Tesco's announcement that it made profits of more than £1 billion in just six months of business is the latest step in the supermarket's expansion and string of successes.
The UK's biggest supermarket chain, which launched its own brand of computer software to go head-to-head with Microsoft this month, started out as a stall in the East End of London in 1919.
Tesco was founded by Jack Cohen when he began to sell extra groceries. His first day's profit was £1 from sales of £4.
In 1924 the first Tesco product - Tesco Tea - was sold by Mr Cohen. The name Tesco comes from the initials of TE Stockwell, who was a partner in the firm of tea suppliers, and CO from Mr Cohen's surname.
The first Tesco store was opened in Burnt Oak, Edg-ware, north London, by Mr Cohen in 1929. He built a new headquarters at Angela Road, Edmonton, North London in 1934 and in 1947 Tesco Stores (Holdings) floated on the Stock Exchange with a share price of 25p.
In 1956 the first Tesco self-service supermarket opened in a converted cinema in Maldon.
Tesco added to its stores and expanded during the 1960s and the term 'superstore' was used when Tesco opened an outlet in Crawley, West Sussex, in 1968.
In 1974 Tesco went into petrol stations. In 1997 the first Tesco Extra store was opened in Pitsea, Essex.
During the 1990s the company expanded their business into Europe and South Korea.
Clothing was next on the supermarket's hitlist and the Cherokee brand was launched in 2002.
Technological advancements were also made with the arrival of a new on-line bookstore, on-line banking and in 1999 mobile phones on the shelves in stores.
It has kept apace with changing technology with Tesco.com in 2000, becoming the first major British super-market to enter the music download market in 2004. Tesco Broadband was also launched in the same year.
In the UK there are now more than 1,800 Tesco stores and 260,000 employees. Tesco employs more than 380,000 people in its businesses around the world.
In April, the company posted a 17 per cent rise in annual profits to £2.21 billion, after it banked sales of £41.8 billion from its worldwide operations.
Tesco currently operates in 12 countries out-side the UK, including China, Turkey and Japan. It is expected to become Britain's biggest non-food retailer by the end of the year.
According to pay consultancy Reward Technology Forum, Tesco boss Sir Terry Leahy now has a basic salary of more than £1 million or £20,000 a week before any bonuses or other rewards are taken into consideration.
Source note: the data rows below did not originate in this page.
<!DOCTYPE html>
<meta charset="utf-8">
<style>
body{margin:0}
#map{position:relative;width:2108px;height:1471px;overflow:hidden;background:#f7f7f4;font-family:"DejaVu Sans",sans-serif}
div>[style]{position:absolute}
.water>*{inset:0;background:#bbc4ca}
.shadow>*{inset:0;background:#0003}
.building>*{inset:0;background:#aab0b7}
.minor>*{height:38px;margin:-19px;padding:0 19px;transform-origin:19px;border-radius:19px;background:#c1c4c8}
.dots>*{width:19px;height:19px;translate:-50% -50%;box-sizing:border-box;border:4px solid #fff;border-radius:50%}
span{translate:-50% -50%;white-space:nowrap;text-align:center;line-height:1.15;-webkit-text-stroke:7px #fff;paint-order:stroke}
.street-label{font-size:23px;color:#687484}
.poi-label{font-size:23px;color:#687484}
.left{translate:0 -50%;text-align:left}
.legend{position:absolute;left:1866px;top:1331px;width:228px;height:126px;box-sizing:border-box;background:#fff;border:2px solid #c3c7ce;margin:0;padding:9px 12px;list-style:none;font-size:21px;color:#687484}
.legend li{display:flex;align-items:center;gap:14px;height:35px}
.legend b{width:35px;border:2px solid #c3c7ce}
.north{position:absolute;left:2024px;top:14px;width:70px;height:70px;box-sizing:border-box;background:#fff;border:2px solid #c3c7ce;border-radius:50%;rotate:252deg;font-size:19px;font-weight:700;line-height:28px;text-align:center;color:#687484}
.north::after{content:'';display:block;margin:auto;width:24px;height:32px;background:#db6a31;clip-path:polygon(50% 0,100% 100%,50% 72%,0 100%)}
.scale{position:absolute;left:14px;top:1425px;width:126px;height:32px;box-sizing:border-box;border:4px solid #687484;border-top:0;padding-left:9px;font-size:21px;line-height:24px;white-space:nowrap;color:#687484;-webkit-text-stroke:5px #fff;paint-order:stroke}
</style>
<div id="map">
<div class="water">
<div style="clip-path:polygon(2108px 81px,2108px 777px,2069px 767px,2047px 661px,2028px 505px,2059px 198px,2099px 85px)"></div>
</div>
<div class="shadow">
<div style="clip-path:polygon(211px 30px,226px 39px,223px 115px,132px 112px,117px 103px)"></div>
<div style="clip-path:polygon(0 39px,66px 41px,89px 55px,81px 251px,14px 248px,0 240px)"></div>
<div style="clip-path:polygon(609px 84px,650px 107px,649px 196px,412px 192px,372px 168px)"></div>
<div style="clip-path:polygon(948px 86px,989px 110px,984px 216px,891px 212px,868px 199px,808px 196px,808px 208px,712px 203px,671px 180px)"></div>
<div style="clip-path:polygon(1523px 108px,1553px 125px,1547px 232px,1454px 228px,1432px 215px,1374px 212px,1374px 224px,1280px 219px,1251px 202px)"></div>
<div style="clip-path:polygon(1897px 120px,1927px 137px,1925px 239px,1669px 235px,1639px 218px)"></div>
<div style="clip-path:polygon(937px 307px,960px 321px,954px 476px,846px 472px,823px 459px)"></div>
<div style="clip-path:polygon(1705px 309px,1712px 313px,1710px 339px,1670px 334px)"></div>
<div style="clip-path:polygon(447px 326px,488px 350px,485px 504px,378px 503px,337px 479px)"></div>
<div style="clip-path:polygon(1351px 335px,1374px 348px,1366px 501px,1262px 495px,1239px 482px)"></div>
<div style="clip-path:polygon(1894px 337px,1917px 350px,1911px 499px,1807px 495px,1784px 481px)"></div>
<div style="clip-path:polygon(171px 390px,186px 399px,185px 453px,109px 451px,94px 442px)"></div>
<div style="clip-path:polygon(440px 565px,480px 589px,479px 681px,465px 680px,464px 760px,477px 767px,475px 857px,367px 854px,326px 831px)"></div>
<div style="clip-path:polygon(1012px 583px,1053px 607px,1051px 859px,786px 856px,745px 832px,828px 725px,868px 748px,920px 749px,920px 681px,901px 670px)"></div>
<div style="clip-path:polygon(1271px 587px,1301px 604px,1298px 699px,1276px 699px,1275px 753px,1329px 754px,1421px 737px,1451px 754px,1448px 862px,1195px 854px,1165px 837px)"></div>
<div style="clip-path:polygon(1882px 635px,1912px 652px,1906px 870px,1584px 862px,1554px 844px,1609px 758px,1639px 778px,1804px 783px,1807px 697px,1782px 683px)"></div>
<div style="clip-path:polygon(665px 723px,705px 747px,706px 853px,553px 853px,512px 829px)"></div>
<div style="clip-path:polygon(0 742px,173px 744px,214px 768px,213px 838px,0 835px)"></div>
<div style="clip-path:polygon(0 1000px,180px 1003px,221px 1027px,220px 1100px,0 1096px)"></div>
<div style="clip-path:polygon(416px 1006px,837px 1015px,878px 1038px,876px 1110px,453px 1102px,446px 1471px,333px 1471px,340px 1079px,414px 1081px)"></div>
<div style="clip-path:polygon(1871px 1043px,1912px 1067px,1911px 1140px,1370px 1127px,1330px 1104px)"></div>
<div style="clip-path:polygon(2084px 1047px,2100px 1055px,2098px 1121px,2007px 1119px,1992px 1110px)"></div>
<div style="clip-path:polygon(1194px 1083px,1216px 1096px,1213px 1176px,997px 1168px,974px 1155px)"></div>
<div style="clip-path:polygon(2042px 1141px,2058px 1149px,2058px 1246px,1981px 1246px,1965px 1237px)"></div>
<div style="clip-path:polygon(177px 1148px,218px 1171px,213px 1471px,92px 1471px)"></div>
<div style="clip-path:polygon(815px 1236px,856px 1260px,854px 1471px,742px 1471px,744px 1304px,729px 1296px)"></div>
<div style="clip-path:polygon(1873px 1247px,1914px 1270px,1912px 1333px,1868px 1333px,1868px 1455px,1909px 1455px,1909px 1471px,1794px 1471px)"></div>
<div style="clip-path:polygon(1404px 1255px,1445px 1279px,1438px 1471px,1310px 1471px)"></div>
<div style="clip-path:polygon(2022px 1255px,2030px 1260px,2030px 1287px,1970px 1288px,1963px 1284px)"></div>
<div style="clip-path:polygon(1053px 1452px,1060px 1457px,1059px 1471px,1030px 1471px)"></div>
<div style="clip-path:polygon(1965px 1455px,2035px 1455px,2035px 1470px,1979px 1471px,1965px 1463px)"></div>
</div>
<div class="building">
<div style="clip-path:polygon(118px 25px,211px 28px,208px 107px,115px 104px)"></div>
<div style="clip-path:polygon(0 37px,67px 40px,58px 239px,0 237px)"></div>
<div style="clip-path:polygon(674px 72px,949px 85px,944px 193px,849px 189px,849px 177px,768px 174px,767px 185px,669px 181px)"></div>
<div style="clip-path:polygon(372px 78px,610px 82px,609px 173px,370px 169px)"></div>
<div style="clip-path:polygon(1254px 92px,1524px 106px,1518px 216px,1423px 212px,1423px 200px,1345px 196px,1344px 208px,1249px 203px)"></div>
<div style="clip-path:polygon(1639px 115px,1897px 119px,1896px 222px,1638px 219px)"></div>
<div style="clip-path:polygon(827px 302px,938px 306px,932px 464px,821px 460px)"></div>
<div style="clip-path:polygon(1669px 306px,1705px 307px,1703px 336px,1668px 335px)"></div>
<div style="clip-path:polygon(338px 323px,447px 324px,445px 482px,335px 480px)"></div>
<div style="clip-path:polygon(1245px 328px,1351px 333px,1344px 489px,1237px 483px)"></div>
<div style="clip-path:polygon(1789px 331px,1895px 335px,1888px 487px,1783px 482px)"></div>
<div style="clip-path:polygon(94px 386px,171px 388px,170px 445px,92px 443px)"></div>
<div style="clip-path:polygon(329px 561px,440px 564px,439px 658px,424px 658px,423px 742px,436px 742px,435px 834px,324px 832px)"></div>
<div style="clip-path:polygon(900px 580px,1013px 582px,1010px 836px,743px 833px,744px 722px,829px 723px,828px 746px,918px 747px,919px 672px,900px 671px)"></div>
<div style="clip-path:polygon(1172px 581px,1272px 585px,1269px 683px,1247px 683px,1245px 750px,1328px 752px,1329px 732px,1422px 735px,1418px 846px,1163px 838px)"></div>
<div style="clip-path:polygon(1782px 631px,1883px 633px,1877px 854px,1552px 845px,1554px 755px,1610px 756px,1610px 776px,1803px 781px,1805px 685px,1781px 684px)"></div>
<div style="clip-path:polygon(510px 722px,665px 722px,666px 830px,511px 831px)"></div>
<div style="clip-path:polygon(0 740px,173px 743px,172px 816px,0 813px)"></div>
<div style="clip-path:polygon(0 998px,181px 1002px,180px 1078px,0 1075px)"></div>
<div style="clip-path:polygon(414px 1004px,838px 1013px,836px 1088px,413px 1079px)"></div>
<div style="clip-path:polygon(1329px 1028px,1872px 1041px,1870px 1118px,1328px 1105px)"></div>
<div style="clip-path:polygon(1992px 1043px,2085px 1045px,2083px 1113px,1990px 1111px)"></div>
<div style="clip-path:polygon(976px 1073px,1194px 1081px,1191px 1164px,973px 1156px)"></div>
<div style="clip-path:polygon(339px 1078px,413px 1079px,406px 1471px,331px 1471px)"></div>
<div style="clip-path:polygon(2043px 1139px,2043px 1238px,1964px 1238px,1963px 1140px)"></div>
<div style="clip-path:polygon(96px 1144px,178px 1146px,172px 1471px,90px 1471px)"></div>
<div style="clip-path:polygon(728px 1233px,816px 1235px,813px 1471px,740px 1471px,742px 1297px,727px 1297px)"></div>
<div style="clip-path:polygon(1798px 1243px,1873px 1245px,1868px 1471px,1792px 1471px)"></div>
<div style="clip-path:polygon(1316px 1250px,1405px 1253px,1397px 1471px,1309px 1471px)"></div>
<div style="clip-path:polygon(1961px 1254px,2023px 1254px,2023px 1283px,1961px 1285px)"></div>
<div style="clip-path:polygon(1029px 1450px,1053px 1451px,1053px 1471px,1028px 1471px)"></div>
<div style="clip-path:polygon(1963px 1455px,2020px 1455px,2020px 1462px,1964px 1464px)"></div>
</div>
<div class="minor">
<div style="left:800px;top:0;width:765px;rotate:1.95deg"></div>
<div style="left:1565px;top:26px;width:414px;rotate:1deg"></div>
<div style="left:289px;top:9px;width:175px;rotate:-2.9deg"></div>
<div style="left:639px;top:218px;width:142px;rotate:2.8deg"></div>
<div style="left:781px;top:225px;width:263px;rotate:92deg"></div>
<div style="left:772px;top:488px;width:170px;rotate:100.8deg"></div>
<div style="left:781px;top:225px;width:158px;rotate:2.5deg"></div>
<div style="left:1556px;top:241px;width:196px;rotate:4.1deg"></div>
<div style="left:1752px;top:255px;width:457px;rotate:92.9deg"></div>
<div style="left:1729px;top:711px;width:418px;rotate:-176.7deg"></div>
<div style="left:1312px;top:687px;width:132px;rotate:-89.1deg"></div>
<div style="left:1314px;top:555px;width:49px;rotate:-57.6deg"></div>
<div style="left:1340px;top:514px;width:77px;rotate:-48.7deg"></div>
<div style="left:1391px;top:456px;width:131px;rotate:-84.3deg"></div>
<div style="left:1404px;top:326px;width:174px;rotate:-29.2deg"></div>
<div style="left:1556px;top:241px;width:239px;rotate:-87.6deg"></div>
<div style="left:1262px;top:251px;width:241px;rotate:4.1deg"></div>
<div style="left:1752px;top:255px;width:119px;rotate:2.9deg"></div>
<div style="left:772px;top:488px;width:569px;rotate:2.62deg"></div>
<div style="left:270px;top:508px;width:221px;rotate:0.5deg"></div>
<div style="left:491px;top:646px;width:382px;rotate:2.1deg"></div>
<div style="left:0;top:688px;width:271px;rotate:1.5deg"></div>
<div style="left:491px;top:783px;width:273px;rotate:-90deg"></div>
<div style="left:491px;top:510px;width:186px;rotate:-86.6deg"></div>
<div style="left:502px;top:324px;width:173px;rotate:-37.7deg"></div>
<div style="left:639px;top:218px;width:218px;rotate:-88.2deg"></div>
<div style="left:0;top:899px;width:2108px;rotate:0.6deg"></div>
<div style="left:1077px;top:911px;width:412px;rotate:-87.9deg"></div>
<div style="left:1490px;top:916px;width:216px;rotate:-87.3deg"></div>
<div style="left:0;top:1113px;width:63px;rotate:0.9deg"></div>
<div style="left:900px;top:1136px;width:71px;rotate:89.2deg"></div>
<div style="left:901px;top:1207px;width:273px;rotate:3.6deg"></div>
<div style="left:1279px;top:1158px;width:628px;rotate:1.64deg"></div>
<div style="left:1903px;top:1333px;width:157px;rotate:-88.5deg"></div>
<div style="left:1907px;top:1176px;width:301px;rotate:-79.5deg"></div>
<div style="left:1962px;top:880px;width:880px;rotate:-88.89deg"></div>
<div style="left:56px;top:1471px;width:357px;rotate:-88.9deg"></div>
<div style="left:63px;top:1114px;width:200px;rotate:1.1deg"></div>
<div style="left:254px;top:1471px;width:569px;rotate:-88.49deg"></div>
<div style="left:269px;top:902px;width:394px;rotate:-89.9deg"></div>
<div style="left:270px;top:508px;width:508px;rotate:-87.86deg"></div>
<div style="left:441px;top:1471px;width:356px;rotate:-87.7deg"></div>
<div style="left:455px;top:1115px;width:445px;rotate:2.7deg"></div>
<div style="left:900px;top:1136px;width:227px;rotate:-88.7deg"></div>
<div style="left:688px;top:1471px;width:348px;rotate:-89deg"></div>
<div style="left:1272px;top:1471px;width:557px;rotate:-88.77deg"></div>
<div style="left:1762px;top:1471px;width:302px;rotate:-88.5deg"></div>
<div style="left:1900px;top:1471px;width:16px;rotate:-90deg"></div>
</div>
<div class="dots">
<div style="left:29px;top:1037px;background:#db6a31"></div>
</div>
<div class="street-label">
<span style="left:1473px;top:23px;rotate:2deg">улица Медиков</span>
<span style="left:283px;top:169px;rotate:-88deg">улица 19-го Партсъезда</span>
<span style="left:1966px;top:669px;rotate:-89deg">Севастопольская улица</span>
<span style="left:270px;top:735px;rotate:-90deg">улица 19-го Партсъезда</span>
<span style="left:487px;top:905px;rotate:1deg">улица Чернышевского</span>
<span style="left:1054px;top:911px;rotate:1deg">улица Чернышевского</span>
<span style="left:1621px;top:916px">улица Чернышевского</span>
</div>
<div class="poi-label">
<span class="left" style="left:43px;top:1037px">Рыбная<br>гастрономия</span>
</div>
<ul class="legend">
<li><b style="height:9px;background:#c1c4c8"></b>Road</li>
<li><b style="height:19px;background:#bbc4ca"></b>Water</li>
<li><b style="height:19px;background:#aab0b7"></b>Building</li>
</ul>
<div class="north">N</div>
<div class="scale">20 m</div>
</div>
Last month Tesco saw its market share increase to 31.4 per cent during the 12 weeks to September 10 compared to 30.1 per cent during the same period last year, figures from TNS Worldpanel revealed.
But the supermarket giant also has its critics.
Concerns over the dominance of Tesco has spawned a website called "Tescopoly" and led to calls for a Government investigation into its position.
Campaigners focus on the impact on local businesses, particularly from the drive into non-food areas, and the apparent creation of "Tesco towns" where shoppers are surrounded by different store formats. Tesco and other supermarkets are currently the subject of an investigation into their dominance by the Competition Commission.
The inquiry was launched after the Office of Fair Trading flagged fears that consumers were losing out because the planning system and tactics of some chains made it harder for rivals to open stores.
The OFT highlighted the establishment of large land-banks and evidence that firms would only agree to sell sites if they are not used for retailing.
Findings from the Competition Commission are not expected until next year.
Sir Terry strongly denied claims that the huge success of the supermarkets was killing the high street and insisted Tesco was simply delivering what customers want.